The movie implies that there’s a logic to the unrewarding system that traps Vall and the innumerable girls like her. Nadya’s representative, an affluent man named Tigran, expresses his intention with an absurd idealism. “For me,” he says, “this is a religious matter.” That pronouncement initially goes unchallenged, but Vall’s fate reveals the cracks in any convictions about her road to success. Everyone seems to profit from Vall — except for the girl and her family.
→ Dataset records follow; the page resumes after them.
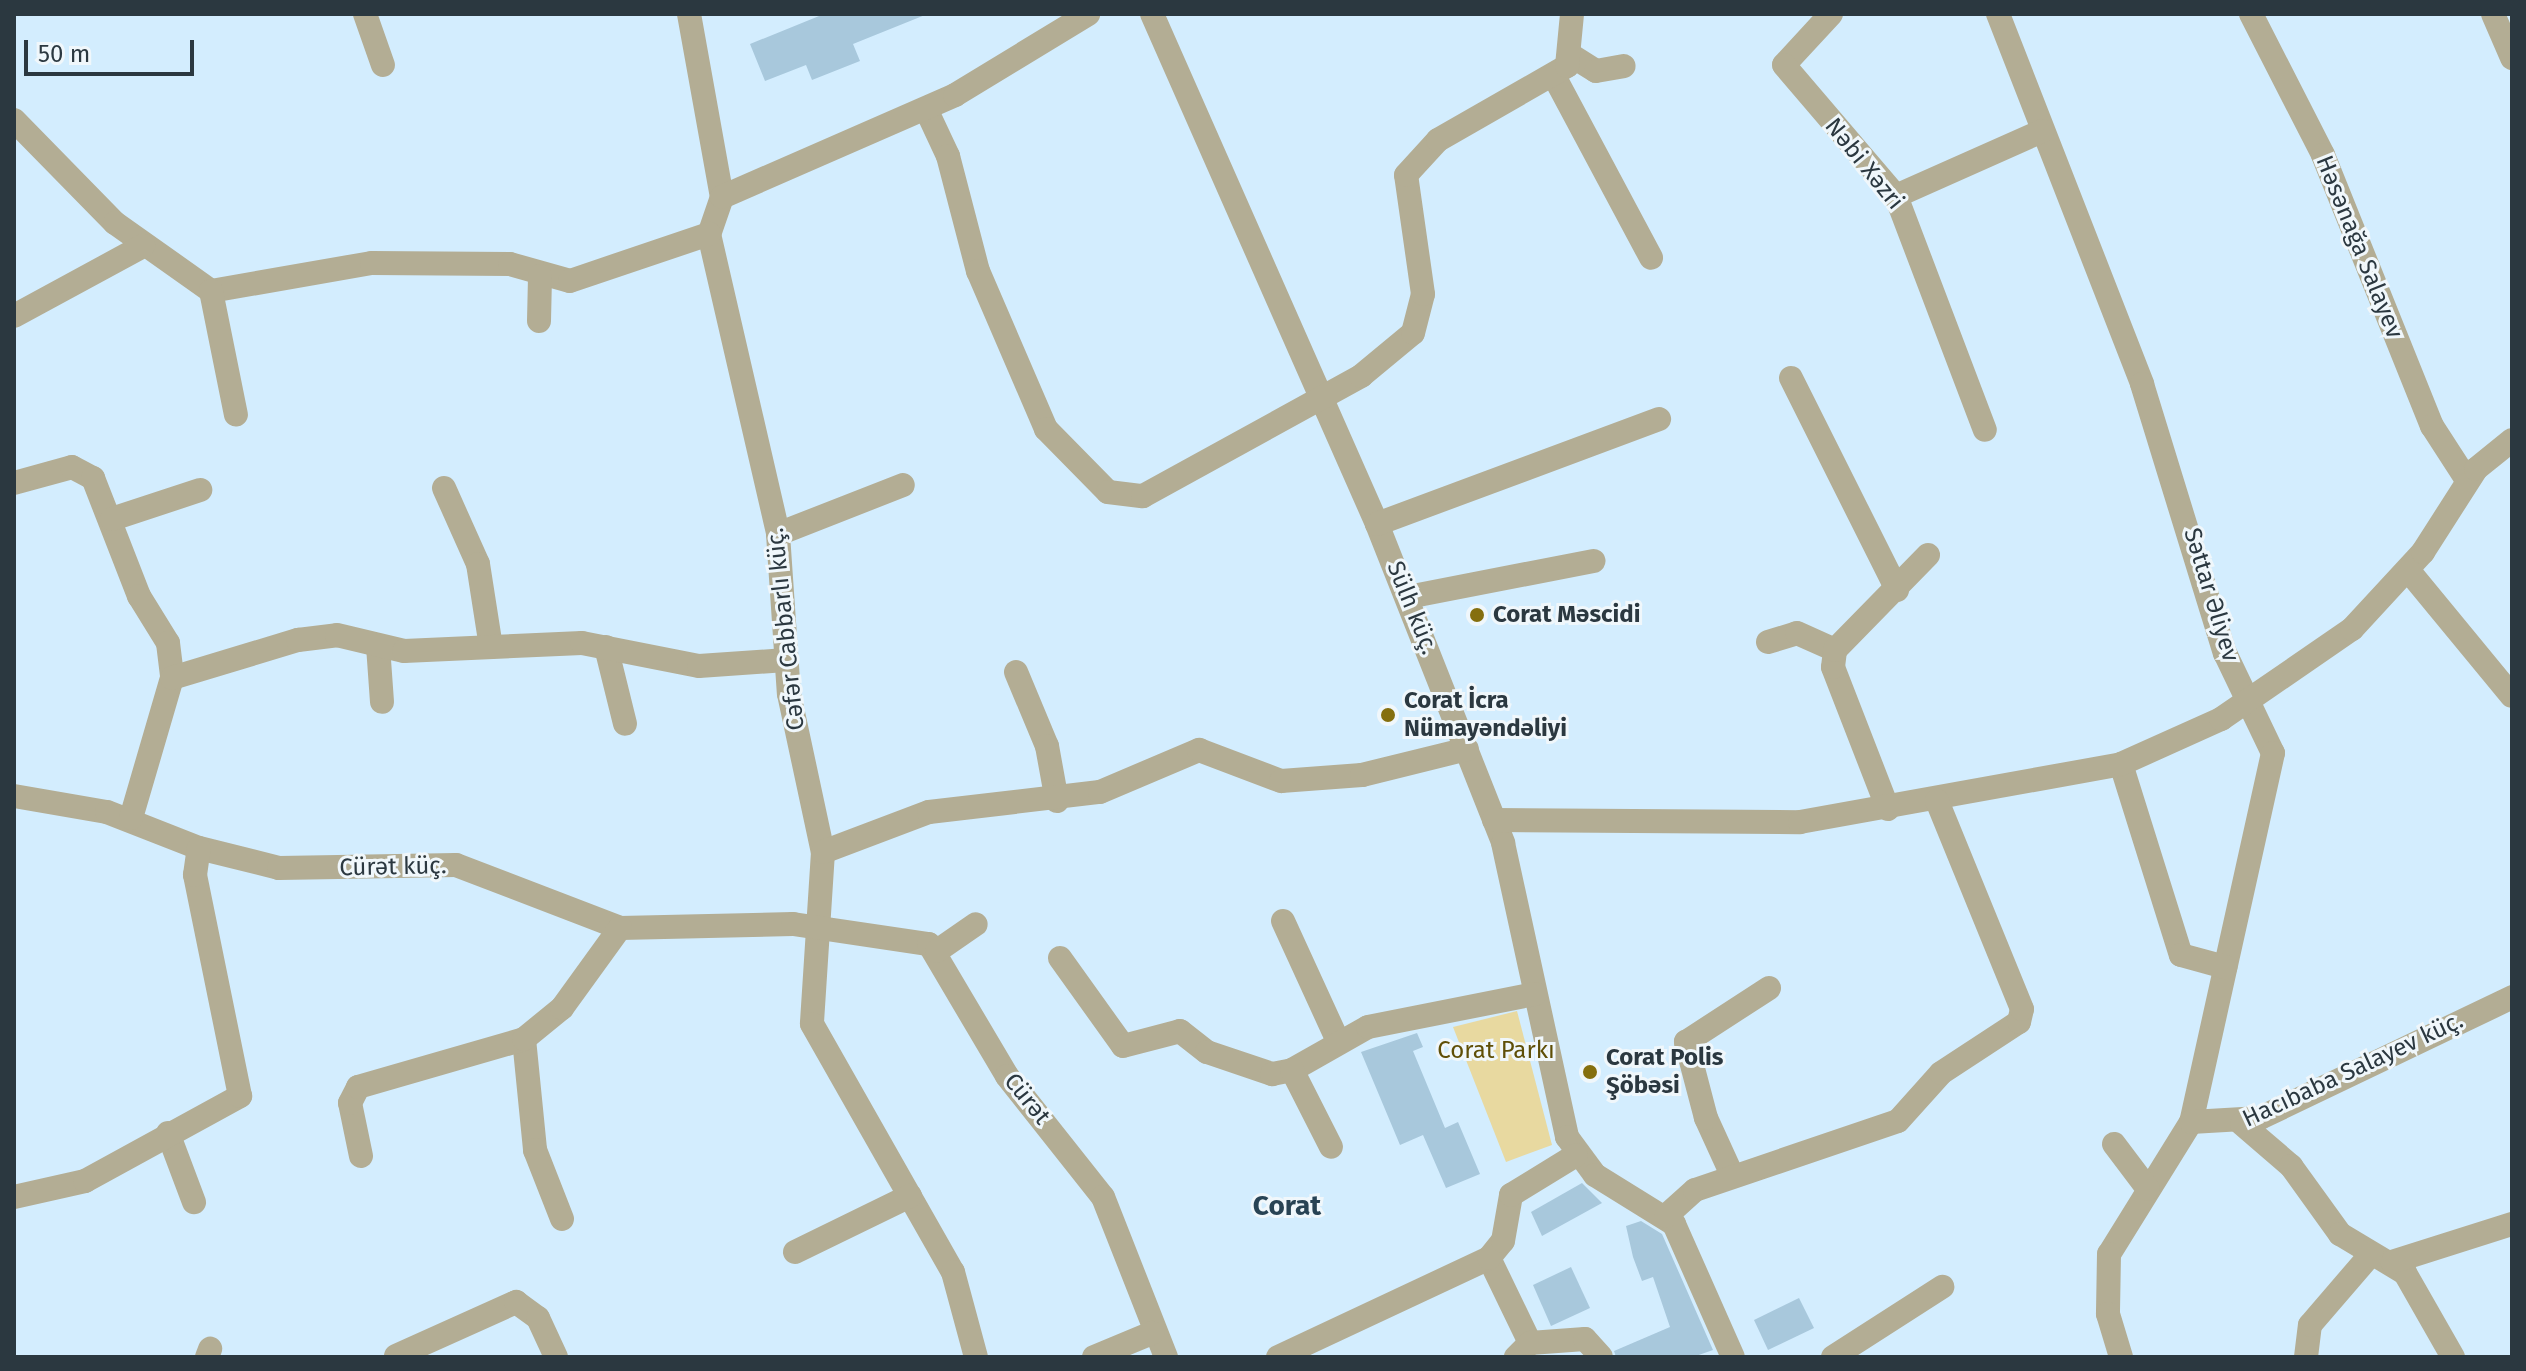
<!DOCTYPE html>
<meta charset="utf-8">
<style>
body{margin:0}
#map{position:relative;width:2526px;height:1371px;overflow:hidden;background:#d3edfe;font-family:"Fira Sans",sans-serif}
div>[style]{position:absolute}
.green>*{inset:0;background:#e8d9a0}
.building>*{inset:0;background:#a8c8dc}
.minor>*{height:24px;margin:-12px;padding:0 12px;transform-origin:12px;border-radius:12px;background:#b3ad94}
.dots>*{width:22px;height:22px;translate:-50% -50%;box-sizing:border-box;border:4px solid #f0f7fb;border-radius:50%}
span{translate:-50% -50%;white-space:nowrap;text-align:center;line-height:1.15;-webkit-text-stroke:6px #f0f7fb;paint-order:stroke}
.street-label{font-size:24px;color:#2b3840}
.poi-label{font-size:24px;color:#2b3840;font-weight:700}
.left{translate:0 -50%;text-align:left}
.park-label{font-size:24px;color:#5f4f07}
.quarter-label{font-size:28px;color:#284354;font-weight:700}
.frame{position:absolute;inset:0;border:16px solid #2b3840;pointer-events:none}
.scale{position:absolute;left:24px;top:40px;width:170px;height:36px;box-sizing:border-box;border:4px solid #2b3840;border-top:0;padding-left:10px;font-size:24px;line-height:28px;white-space:nowrap;color:#2b3840;-webkit-text-stroke:6px #f0f7fb;paint-order:stroke}
</style>
<div id="map">
<div class="green">
<i style="clip-path:polygon(1517px 1011px,1552px 1145px,1506px 1162px,1453px 1027px)"></i>
</div>
<div class="building">
<i style="clip-path:polygon(824px 14px,924px 14px,925px 15px,853px 44px,860px 61px,812px 80px,806px 65px,765px 81px,750px 44px)"></i>
<i style="clip-path:polygon(1417px 1033px,1423px 1047px,1413px 1051px,1445px 1128px,1458px 1122px,1480px 1174px,1446px 1188px,1423px 1135px,1400px 1145px,1361px 1052px)"></i>
<i style="clip-path:polygon(1582px 1183px,1602px 1203px,1542px 1236px,1531px 1212px)"></i>
<i style="clip-path:polygon(1641px 1221px,1662px 1234px,1713px 1350px,1693px 1357px,1616px 1357px,1614px 1351px,1670px 1327px,1653px 1277px,1642px 1281px,1633px 1257px,1626px 1226px)"></i>
<i style="clip-path:polygon(1571px 1267px,1590px 1308px,1551px 1326px,1533px 1285px)"></i>
<i style="clip-path:polygon(1799px 1298px,1814px 1328px,1768px 1350px,1754px 1320px)"></i>
</div>
<div class="minor">
<i style="left:365px;top:14px;width:54px;rotate:70.6deg"></i>
<i style="left:689px;top:14px;width:186px;rotate:79.8deg"></i>
<i style="left:722px;top:197px;width:39px;rotate:109deg"></i>
<i style="left:709px;top:234px;width:308px;rotate:77deg"></i>
<i style="left:778px;top:534px;width:160px;rotate:86.1deg"></i>
<i style="left:789px;top:694px;width:162px;rotate:77.9deg"></i>
<i style="left:823px;top:852px;width:172px;rotate:93.7deg"></i>
<i style="left:812px;top:1024px;width:285px;rotate:60.4deg"></i>
<i style="left:953px;top:1272px;width:88px;rotate:74.9deg"></i>
<i style="left:1152px;top:14px;width:557px;rotate:66.19deg"></i>
<i style="left:1377px;top:524px;width:343px;rotate:68.4deg"></i>
<i style="left:1503px;top:843px;width:301px;rotate:77.7deg"></i>
<i style="left:1567px;top:1137px;width:47px;rotate:53.6deg"></i>
<i style="left:1595px;top:1175px;width:93px;rotate:31.8deg"></i>
<i style="left:1674px;top:1224px;width:145px;rotate:66.1deg"></i>
<i style="left:1831px;top:14px;width:69px;rotate:132.7deg"></i>
<i style="left:1784px;top:65px;width:172px;rotate:49.5deg"></i>
<i style="left:1896px;top:196px;width:250px;rotate:69.2deg"></i>
<i style="left:1998px;top:14px;width:397px;rotate:68.7deg"></i>
<i style="left:2142px;top:384px;width:282px;rotate:72.9deg"></i>
<i style="left:2225px;top:653px;width:111px;rotate:64.4deg"></i>
<i style="left:2273px;top:753px;width:378px;rotate:102.5deg"></i>
<i style="left:2191px;top:1122px;width:155px;rotate:121.8deg"></i>
<i style="left:2109px;top:1254px;width:60px;rotate:91deg"></i>
<i style="left:2108px;top:1314px;width:45px;rotate:73.2deg"></i>
<i style="left:2251px;top:14px;width:158px;rotate:62.9deg"></i>
<i style="left:2323px;top:155px;width:292px;rotate:68.1deg"></i>
<i style="left:2432px;top:426px;width:64px;rotate:57.1deg"></i>
<i style="left:2493px;top:14px;width:48px;rotate:66.6deg"></i>
<i style="left:1572px;top:56px;width:28px;rotate:32deg"></i>
<i style="left:1596px;top:71px;width:28px;rotate:-10deg"></i>
<i style="left:1554px;top:76px;width:206px;rotate:61.9deg"></i>
<i style="left:926px;top:109px;width:52px;rotate:64.9deg"></i>
<i style="left:948px;top:156px;width:119px;rotate:75.4deg"></i>
<i style="left:978px;top:271px;width:172px;rotate:66.7deg"></i>
<i style="left:1046px;top:429px;width:88px;rotate:45.5deg"></i>
<i style="left:1108px;top:492px;width:35px;rotate:7deg"></i>
<i style="left:1143px;top:496px;width:249px;rotate:-28.8deg"></i>
<i style="left:1361px;top:376px;width:67px;rotate:-39.6deg"></i>
<i style="left:1413px;top:333px;width:40px;rotate:-75.6deg"></i>
<i style="left:1423px;top:294px;width:120px;rotate:-98.1deg"></i>
<i style="left:1406px;top:175px;width:47px;rotate:-47.6deg"></i>
<i style="left:1438px;top:140px;width:149px;rotate:-29.8deg"></i>
<i style="left:1567px;top:66px;width:52px;rotate:-84.5deg"></i>
<i style="left:14px;top:120px;width:144px;rotate:45.6deg"></i>
<i style="left:115px;top:223px;width:118px;rotate:35.3deg"></i>
<i style="left:211px;top:291px;width:163px;rotate:-9.9deg"></i>
<i style="left:372px;top:263px;width:138px;rotate:0.4deg"></i>
<i style="left:510px;top:264px;width:62px;rotate:15.8deg"></i>
<i style="left:570px;top:281px;width:147px;rotate:-18.7deg"></i>
<i style="left:1896px;top:196px;width:160px;rotate:-24deg"></i>
<i style="left:722px;top:197px;width:254px;rotate:-23.6deg"></i>
<i style="left:955px;top:95px;width:156px;rotate:-31.3deg"></i>
<i style="left:211px;top:291px;width:126px;rotate:78.6deg"></i>
<i style="left:14px;top:316px;width:147px;rotate:-28.5deg"></i>
<i style="left:539px;top:321px;width:45px;rotate:-88.7deg"></i>
<i style="left:1791px;top:378px;width:237px;rotate:63.4deg"></i>
<i style="left:14px;top:483px;width:60px;rotate:-15.4deg"></i>
<i style="left:72px;top:467px;width:24px;rotate:28deg"></i>
<i style="left:93px;top:478px;width:127px;rotate:68.7deg"></i>
<i style="left:139px;top:596px;width:55px;rotate:58.3deg"></i>
<i style="left:168px;top:643px;width:35px;rotate:83deg"></i>
<i style="left:444px;top:488px;width:83px;rotate:65.9deg"></i>
<i style="left:478px;top:564px;width:84px;rotate:81.1deg"></i>
<i style="left:112px;top:519px;width:93px;rotate:-18.2deg"></i>
<i style="left:1377px;top:524px;width:301px;rotate:-20.4deg"></i>
<i style="left:778px;top:534px;width:134px;rotate:-21.4deg"></i>
<i style="left:2408px;top:570px;width:163px;rotate:50.5deg"></i>
<i style="left:1408px;top:597px;width:189px;rotate:-11deg"></i>
<i style="left:1768px;top:642px;width:30px;rotate:-17deg"></i>
<i style="left:1797px;top:633px;width:42px;rotate:24.1deg"></i>
<i style="left:378px;top:646px;width:56px;rotate:85.9deg"></i>
<i style="left:606px;top:647px;width:79px;rotate:76.1deg"></i>
<i style="left:1016px;top:672px;width:80px;rotate:67.3deg"></i>
<i style="left:1047px;top:746px;width:56px;rotate:79.7deg"></i>
<i style="left:2121px;top:764px;width:200px;rotate:72.6deg"></i>
<i style="left:2181px;top:955px;width:46px;rotate:15.3deg"></i>
<i style="left:14px;top:796px;width:94px;rotate:9.8deg"></i>
<i style="left:107px;top:812px;width:99px;rotate:21.4deg"></i>
<i style="left:199px;top:848px;width:82px;rotate:14deg"></i>
<i style="left:279px;top:868px;width:177px;rotate:-1deg"></i>
<i style="left:456px;top:865px;width:176px;rotate:21deg"></i>
<i style="left:620px;top:928px;width:173px;rotate:-1.3deg"></i>
<i style="left:793px;top:924px;width:137px;rotate:8.4deg"></i>
<i style="left:929px;top:944px;width:153px;rotate:59.4deg"></i>
<i style="left:1007px;top:1076px;width:154px;rotate:51.6deg"></i>
<i style="left:1103px;top:1197px;width:172px;rotate:68.5deg"></i>
<i style="left:1888px;top:809px;width:152px;rotate:-111.2deg"></i>
<i style="left:1833px;top:667px;width:17px;rotate:-83deg"></i>
<i style="left:1835px;top:650px;width:133px;rotate:-45.6deg"></i>
<i style="left:131px;top:818px;width:146px;rotate:-73.7deg"></i>
<i style="left:172px;top:678px;width:132px;rotate:-16.8deg"></i>
<i style="left:298px;top:640px;width:39px;rotate:-7deg"></i>
<i style="left:337px;top:635px;width:69px;rotate:13.4deg"></i>
<i style="left:404px;top:651px;width:178px;rotate:-2.6deg"></i>
<i style="left:582px;top:643px;width:119px;rotate:11.1deg"></i>
<i style="left:699px;top:666px;width:87px;rotate:-3.9deg"></i>
<i style="left:1494px;top:820px;width:306px;rotate:0.4deg"></i>
<i style="left:1800px;top:822px;width:326px;rotate:-10.2deg"></i>
<i style="left:2121px;top:764px;width:110px;rotate:-24.2deg"></i>
<i style="left:2221px;top:719px;width:159px;rotate:-34.5deg"></i>
<i style="left:2352px;top:629px;width:105px;rotate:-47.3deg"></i>
<i style="left:2423px;top:552px;width:98px;rotate:-57.4deg"></i>
<i style="left:2476px;top:469px;width:46px;rotate:-38.9deg"></i>
<i style="left:823px;top:852px;width:113px;rotate:-20.7deg"></i>
<i style="left:929px;top:812px;width:172px;rotate:-6.7deg"></i>
<i style="left:1100px;top:792px;width:108px;rotate:-23deg"></i>
<i style="left:1199px;top:750px;width:88px;rotate:20.7deg"></i>
<i style="left:1281px;top:781px;width:81px;rotate:-4.2deg"></i>
<i style="left:1362px;top:775px;width:108px;rotate:-13.9deg"></i>
<i style="left:1283px;top:921px;width:132px;rotate:65.4deg"></i>
<i style="left:937px;top:951px;width:47px;rotate:-34.7deg"></i>
<i style="left:1060px;top:958px;width:108px;rotate:54.4deg"></i>
<i style="left:1123px;top:1046px;width:59px;rotate:-14.7deg"></i>
<i style="left:1180px;top:1031px;width:34px;rotate:38deg"></i>
<i style="left:1207px;top:1052px;width:69px;rotate:18.7deg"></i>
<i style="left:1272px;top:1074px;width:20px;rotate:-11deg"></i>
<i style="left:1292px;top:1070px;width:87px;rotate:-29.5deg"></i>
<i style="left:1368px;top:1027px;width:170px;rotate:-11.2deg"></i>
<i style="left:524px;top:1039px;width:112px;rotate:84.3deg"></i>
<i style="left:535px;top:1150px;width:74px;rotate:68.6deg"></i>
<i style="left:1292px;top:1070px;width:86px;rotate:63.1deg"></i>
<i style="left:2191px;top:1122px;width:69px;rotate:-3.3deg"></i>
<i style="left:2260px;top:1118px;width:280px;rotate:-25.6deg"></i>
<i style="left:2242px;top:1124px;width:65px;rotate:40.6deg"></i>
<i style="left:2291px;top:1166px;width:84px;rotate:54.2deg"></i>
<i style="left:2340px;top:1234px;width:76px;rotate:31deg"></i>
<i style="left:2405px;top:1273px;width:97px;rotate:60.3deg"></i>
<i style="left:168px;top:1133px;width:74px;rotate:69.4deg"></i>
<i style="left:2114px;top:1144px;width:56px;rotate:52.9deg"></i>
<i style="left:361px;top:1156px;width:54px;rotate:-101.7deg"></i>
<i style="left:350px;top:1103px;width:18px;rotate:-63deg"></i>
<i style="left:358px;top:1087px;width:173px;rotate:-16.1deg"></i>
<i style="left:524px;top:1039px;width:49px;rotate:-39.2deg"></i>
<i style="left:562px;top:1008px;width:99px;rotate:-54.1deg"></i>
<i style="left:1732px;top:1175px;width:63px;rotate:-114.5deg"></i>
<i style="left:1706px;top:1118px;width:79px;rotate:-104.7deg"></i>
<i style="left:1686px;top:1042px;width:99px;rotate:-33deg"></i>
<i style="left:14px;top:1197px;width:73px;rotate:-12.7deg"></i>
<i style="left:85px;top:1181px;width:177px;rotate:-28.7deg"></i>
<i style="left:240px;top:1096px;width:226px;rotate:-101.5deg"></i>
<i style="left:195px;top:875px;width:27px;rotate:-82deg"></i>
<i style="left:1666px;top:1216px;width:39px;rotate:-42deg"></i>
<i style="left:1695px;top:1190px;width:214px;rotate:-18.8deg"></i>
<i style="left:1898px;top:1121px;width:64px;rotate:-48.1deg"></i>
<i style="left:1941px;top:1073px;width:93px;rotate:-33.2deg"></i>
<i style="left:2019px;top:1022px;width:13px;rotate:-77deg"></i>
<i style="left:2022px;top:1009px;width:225px;rotate:-112.2deg"></i>
<i style="left:795px;top:1252px;width:128px;rotate:-26deg"></i>
<i style="left:1489px;top:1258px;width:94px;rotate:64.2deg"></i>
<i style="left:1530px;top:1343px;width:20px;rotate:135deg"></i>
<i style="left:2392px;top:1262px;width:126px;rotate:-17.6deg"></i>
<i style="left:1530px;top:1343px;width:55px;rotate:-4.2deg"></i>
<i style="left:1585px;top:1339px;width:24px;rotate:48deg"></i>
<i style="left:396px;top:1356px;width:132px;rotate:-24.2deg"></i>
<i style="left:516px;top:1302px;width:27px;rotate:36deg"></i>
<i style="left:538px;top:1318px;width:43px;rotate:65.2deg"></i>
<i style="left:207px;top:1357px;width:9px;rotate:-69deg"></i>
<i style="left:1094px;top:1357px;width:63px;rotate:-22.5deg"></i>
<i style="left:1278px;top:1357px;width:233px;rotate:-25.1deg"></i>
<i style="left:1489px;top:1258px;width:22px;rotate:-51deg"></i>
<i style="left:1503px;top:1241px;width:47px;rotate:-80.1deg"></i>
<i style="left:1511px;top:1195px;width:76px;rotate:-31.6deg"></i>
<i style="left:1833px;top:1357px;width:130px;rotate:-32.7deg"></i>
<i style="left:2306px;top:1357px;width:32px;rotate:-83deg"></i>
<i style="left:2310px;top:1325px;width:94px;rotate:-49.3deg"></i>
</div>
<div class="dots">
<i style="left:1477px;top:615px;background:#856f0e"></i>
<i style="left:1388px;top:715px;background:#856f0e"></i>
<i style="left:1590px;top:1072px;background:#856f0e"></i>
</div>
<div class="street-label">
<span style="left:1864px;top:164px;rotate:51deg">Nəbi Xəzri</span>
<span style="left:2359px;top:247px;rotate:68deg">Həsənağa Salayev</span>
<span style="left:2211px;top:595px;rotate:73deg">Səttar Əliyev</span>
<span style="left:1412px;top:608px;rotate:68deg">Sülh küç.</span>
<span style="left:786px;top:629px;rotate:-96deg">Cəfər Cabbarlı küç.</span>
<span style="left:393px;top:867px;rotate:-1deg">Cürət küç.</span>
<span style="left:2353px;top:1070px;rotate:-25deg">Hacıbaba Salayev küç.</span>
<span style="left:1027px;top:1099px;rotate:51deg">Cürət</span>
</div>
<div class="poi-label">
<span class="left" style="left:1493px;top:615px">Corat Məscidi</span>
<span class="left" style="left:1404px;top:715px">Corat İcra<br>Nümayəndəliyi</span>
<span class="left" style="left:1606px;top:1072px">Corat Polis<br>Şöbəsi</span>
</div>
<div class="park-label">
<span style="left:1496px;top:1051px">Corat Parkı</span>
</div>
<div class="quarter-label">
<span style="left:1287px;top:1206px">Corat</span>
</div>
<div class="frame"></div>
<div class="scale">50 m</div>
</div>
It turns out there’s nothing sacred about this hyper-competitive industry. Sabin and Redmon don’t aim for a complex empirical approach, but they do present an argument, with Vall as their chief rhetorical instrument. One particularly effective contrast cuts from the dolled-up Nadya’s ostentatious DVD clip reel to a decidedly less flattering shot of her in a state of duress. In place of facts and figures that would dominate a more journalistic approach, “Girl Model” is chiefly a visual affair, starting with the opening shot of an audition in which of dozens of prospective young models glance at the camera and flash rehearsed smiles.
“Everyone has their own version of beauty,” Ashley sighs, at once recognizing her bleak job and resigning herself to it. A surgery she faces is another story tangent, bringing the aging scout a different perspective on physical standards than the one demanded by her professional life.
But “Girl Model” doesn’t aim for a redemptive finale. Ashley deems her practice “an addiction” and the cyclical nature of the movie confirms that diagnosis. It ends where it began, with the introduction of another new teen recruit. The conclusion implies that the commodification of the female body is a disease with no obvious cure.
criticWIRE grade: A
HOW WILL IT PLAY? “Gilr Model” landed distribution in several foreign markets during its successful run at the Toronto International Film Festival. Critical acclaim and strong word-of-mouth should propel it to a healthy life on the festival circuit and strong returns from ancillary markets, if not in theatrical release.